-- Supplied records follows --

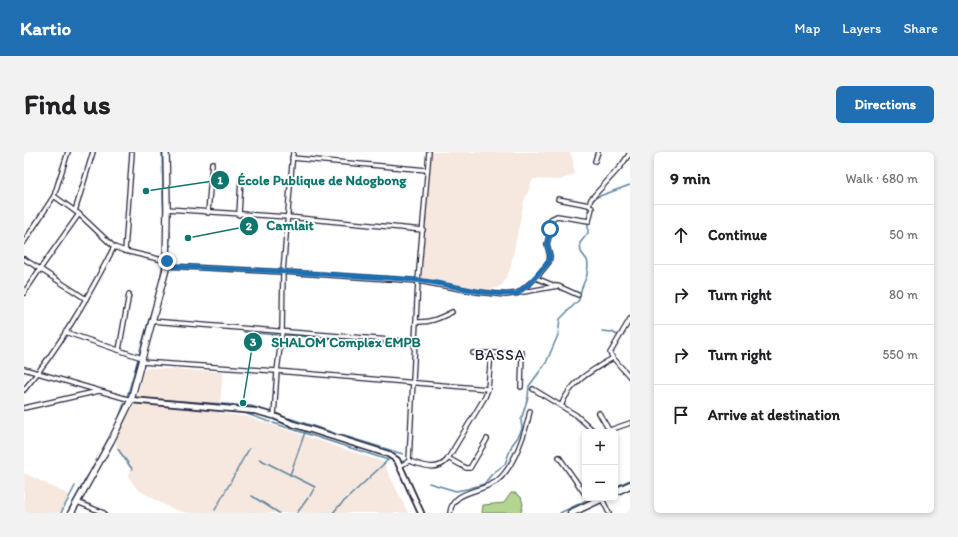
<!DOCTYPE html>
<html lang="en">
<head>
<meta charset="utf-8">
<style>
	:root { --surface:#fff; --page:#f2f2f2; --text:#202124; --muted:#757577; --line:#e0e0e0; --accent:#1f6fb2 }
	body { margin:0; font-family:Itim,sans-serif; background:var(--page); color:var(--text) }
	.controls { position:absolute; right:12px; bottom:12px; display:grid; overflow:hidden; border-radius:6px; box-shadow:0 2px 6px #0003 }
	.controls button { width:36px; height:36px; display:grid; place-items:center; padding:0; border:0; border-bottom:1px solid var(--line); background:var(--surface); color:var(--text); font:20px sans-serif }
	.stop { position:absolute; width:12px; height:12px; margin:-9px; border:3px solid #1f6fb2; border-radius:50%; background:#fff }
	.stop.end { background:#1f6fb2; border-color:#fff; box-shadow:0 1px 4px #0008 }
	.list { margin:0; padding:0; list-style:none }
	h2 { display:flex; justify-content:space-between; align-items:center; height:52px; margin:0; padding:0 16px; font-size:17px }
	h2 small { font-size:13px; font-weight:400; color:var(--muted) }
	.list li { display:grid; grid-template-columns:26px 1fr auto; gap:12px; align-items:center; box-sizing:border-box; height:60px; padding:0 16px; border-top:1px solid var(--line) }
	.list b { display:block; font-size:15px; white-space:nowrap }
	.list em { font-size:13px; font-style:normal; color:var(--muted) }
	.icon { flex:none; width:22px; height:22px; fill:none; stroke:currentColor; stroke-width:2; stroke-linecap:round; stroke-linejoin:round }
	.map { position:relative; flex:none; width:606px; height:361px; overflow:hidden; border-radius:6px }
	header { display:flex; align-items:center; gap:24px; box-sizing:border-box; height:56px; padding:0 20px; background:var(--accent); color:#fff }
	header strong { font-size:19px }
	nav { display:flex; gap:22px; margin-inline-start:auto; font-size:14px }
	.intro { display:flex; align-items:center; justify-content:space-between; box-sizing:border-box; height:96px; padding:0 24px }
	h1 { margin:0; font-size:28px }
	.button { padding:10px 18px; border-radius:6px; background:var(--accent); color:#fff; font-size:14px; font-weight:700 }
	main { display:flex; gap:24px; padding:0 24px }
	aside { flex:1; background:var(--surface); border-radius:6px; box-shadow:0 2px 6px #0003 }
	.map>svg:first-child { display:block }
</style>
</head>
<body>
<header>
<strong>Kartio</strong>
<nav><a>Map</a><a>Layers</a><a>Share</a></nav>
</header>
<div class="intro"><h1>Find us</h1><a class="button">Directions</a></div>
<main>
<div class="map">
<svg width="606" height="361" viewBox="0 0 606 361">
	<rect width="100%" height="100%" fill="#fff"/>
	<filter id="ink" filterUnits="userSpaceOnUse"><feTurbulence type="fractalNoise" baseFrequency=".025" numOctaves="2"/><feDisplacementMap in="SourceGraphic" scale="8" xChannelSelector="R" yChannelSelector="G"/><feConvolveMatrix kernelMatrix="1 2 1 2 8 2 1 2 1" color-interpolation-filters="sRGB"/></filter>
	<g filter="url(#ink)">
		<g fill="#f6e7df">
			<path d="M408,0h138l3,8 1,14 -14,6 -27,-1 -9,22 -14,69 -8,15 -12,5 -69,-9 8,-107z"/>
			<path d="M123,216l76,4 -4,41 29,4 135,45 25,51h-221l-17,-5 -33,-19 -9,-13 3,-6 -15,-21 1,-16 20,-33 6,-28z"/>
			<path d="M0,321l45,22 -8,18h-37z"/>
		</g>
		<path fill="#b4d58f" stroke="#6b7c65" d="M487,341h4l6,4 2,7 -2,9h-39l1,-8 21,-2z"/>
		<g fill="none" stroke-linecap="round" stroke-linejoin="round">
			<g stroke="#5a849e" stroke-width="1.5">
				<path d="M138,0l2,78"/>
				<path d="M568,49l5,-4 33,-12"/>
				<path d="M146,80v8"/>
				<path d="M146,112l1,-19"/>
				<path d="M136,128l3,-18"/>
				<path d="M138,144l7,-27"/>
				<path d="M130,151l4,-16"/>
				<path d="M131,167l6,-20"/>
				<path d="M578,179l10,1 7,4"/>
				<path d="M220,180l33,3"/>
				<path d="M261,183l62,5"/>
				<path d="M329,189l48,4"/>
				<path d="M115,202l13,-45"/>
				<path d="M103,245l11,-38"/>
				<path d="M115,246l112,8 19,6"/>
				<path d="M223,262l23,8"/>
				<path d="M267,269l-2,-3 45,15"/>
				<path d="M249,271l115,37 -51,48 -4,5"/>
				<path d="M95,280l8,-18"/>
				<path d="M317,283l62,19"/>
				<path d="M94,297l14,20"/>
				<path d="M221,304l4,-7"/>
				<path d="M235,307l56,28 -5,9"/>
				<path d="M80,308l7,-14"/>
				<path d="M69,315l24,-44 7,-19"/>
				<path d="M266,323l15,-43"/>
				<path d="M207,329l13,-24"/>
				<path d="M405,331l27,8 11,-2 17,-5 8,-10 13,-10 7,-19 6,-8 4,-8 -1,-9 7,-23 1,-11 17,-23 12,-28 2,-16 19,-19 2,-10 6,-15 1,-11 -1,-4 -6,-8 -1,-9 8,-10v-23l1,-4"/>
				<path d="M591,335l15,-7"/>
				<path d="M228,344l27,17"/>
				<path d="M585,347l1,-1"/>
				<path d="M57,350l21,-40"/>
				<path d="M191,358l15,-27"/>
				<path d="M37,361l14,-27"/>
				<path d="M43,361l21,-38"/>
				<path d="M50,361l5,-8"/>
				<path d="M273,361l11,-15"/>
				<path d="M536,361l31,-15"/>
			</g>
			<defs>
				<g id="minor">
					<path d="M268,6l135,12"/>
					<path d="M571,9l3,-9"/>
					<path d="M30,44l25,18 35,33"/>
					<path d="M534,47l31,6"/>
					<path d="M143,57l121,8 135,13"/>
					<path d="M51,59l18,-59"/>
					<path d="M184,61l4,-50"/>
					<path d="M55,62l-39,55 46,30"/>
					<path d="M215,63l2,-36"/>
					<path d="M0,90l30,-46 14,-44"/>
					<path d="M101,99l7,-98"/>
					<path d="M0,107l16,10 -16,24"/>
					<path d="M143,114l116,6 135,9 59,11 29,3 52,-9 20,9"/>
					<path d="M512,126l19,8"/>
					<path d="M494,141l18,-15 13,-16 1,-6 -3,-12 4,-15 -2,-6 2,-4 6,-3 32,5 3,-13 -3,-3 2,-6 30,-33 9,-13"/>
					<path d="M606,167l-20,34c2,5 15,18 20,24"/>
					<path d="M128,169l263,21"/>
					<path d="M392,170c14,1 24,-4 36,-10"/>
					<path d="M41,180l77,26"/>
					<path d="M95,198l10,-56"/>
					<path d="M449,201h49l-1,34"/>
					<path d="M117,210l136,9 211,18"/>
					<path d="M0,217l107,31"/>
					<path d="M509,237l43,26 19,17"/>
					<path d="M0,238c36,-43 64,-93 90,-143l11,4 42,10"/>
					<path d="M537,254c9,-24 31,-36 52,-48"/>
					<path d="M0,256l75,-17"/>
					<path d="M575,261l10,17"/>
					<path d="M250,264l3,-45 5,-39 1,-60 10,-120"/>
					<path d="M580,280l26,-9"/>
					<path d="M535,305l26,37"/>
					<path d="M424,306l18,10h4l17,-29"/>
					<path d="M385,309c13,4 28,11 38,-1l38,-63 3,-8 3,-36"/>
					<path d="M376,314l9,-5 9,-180 11,-129"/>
					<path d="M578,347l7,14"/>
					<path d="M53,350l27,11"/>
					<path d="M426,361c2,-24 33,-20 48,-33 16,-13 28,-49 32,-69"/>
				</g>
				<path id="tertiary" d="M107,248l124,11 19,5 19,8 95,30 9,6 24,53"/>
				<path id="secondary" d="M47,361l40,-72 20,-41 35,-131 1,-60 -1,-57"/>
				<g id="primary">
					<path d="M591,340l15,-7"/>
					<path d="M547,361l32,-15"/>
				</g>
			</defs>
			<use href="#minor" stroke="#22223b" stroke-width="6"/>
			<use href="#tertiary" stroke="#22223b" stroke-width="8"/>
			<use href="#secondary" stroke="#22223b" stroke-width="8"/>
			<use href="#primary" stroke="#22223b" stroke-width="9"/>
			<use href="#minor" stroke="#fff" stroke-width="3.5"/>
			<use href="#tertiary" stroke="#fff" stroke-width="4.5"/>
			<use href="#secondary" stroke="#fff" stroke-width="5.5"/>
			<use href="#primary" stroke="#fff" stroke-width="6"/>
		</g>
	</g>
	<g fill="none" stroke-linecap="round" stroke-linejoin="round" filter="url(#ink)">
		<path stroke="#1f6fb2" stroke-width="5" d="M143,109v5c83,4 166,8 248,14 33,3 63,15 96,14h6l12,-10 20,-22 1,-6 -3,-12 3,-15"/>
	</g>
	<g text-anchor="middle" stroke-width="3.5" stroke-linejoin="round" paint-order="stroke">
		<g font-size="15" letter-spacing="1" fill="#22223b" stroke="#fff">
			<text x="476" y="208">BASSA</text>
		</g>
	</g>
	<path fill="none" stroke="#0f766e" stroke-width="1.5" d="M122 39L196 28M164 86L225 74M219 251L229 190"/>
	<g fill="#0f766e" stroke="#fff" stroke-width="1.5">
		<circle cx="122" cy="39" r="4"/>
		<circle cx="164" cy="86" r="4"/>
		<circle cx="219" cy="251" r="4"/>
		<circle cx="196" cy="28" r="10"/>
		<circle cx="225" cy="74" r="10"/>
		<circle cx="229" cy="190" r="10"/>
	</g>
	<g font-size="12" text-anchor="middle" font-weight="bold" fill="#fff">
		<text x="196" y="32">1</text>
		<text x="225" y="78">2</text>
		<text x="229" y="194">3</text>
	</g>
	<g font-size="14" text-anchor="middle" font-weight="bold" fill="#0f766e" stroke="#fff" stroke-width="3.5" stroke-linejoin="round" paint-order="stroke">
		<text x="298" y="33">École Publique de Ndogbong</text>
		<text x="266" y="78">Camlait</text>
		<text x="322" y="195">SHALOM Complex EMPB</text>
	</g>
</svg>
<div class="controls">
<button>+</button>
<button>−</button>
</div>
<div class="stop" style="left:526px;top:77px"></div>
<div class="stop end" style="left:143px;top:109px"></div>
</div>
<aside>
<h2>9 min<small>Walk · 680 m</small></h2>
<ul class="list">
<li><svg class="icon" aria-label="ahead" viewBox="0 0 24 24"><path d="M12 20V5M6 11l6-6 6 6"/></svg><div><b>Continue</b></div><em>50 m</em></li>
<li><svg class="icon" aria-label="right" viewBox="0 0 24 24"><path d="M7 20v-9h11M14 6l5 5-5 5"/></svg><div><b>Turn right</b></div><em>80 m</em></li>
<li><svg class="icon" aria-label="right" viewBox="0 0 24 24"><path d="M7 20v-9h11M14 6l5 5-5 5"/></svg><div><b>Turn right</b></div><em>550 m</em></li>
<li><svg class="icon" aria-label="arrive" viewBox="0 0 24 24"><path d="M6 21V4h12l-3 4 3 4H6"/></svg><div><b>Arrive at destination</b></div></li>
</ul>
</aside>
</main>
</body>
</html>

-- Supplied records concluded --

**Exercise goal**
Where does the string "controls" occur in the listing above? Return every line that contains it.

**Completed task**
	.controls { position:absolute; right:12px; bottom:12px; display:grid; overflow:hidden; border-radius:6px; box-shadow:0 2px 6px #0003 }
	.controls button { width:36px; height:36px; display:grid; place-items:center; padding:0; border:0; border-bottom:1px solid var(--line); background:var(--surface); color:var(--text); font:20px sans-serif }
<div class="controls">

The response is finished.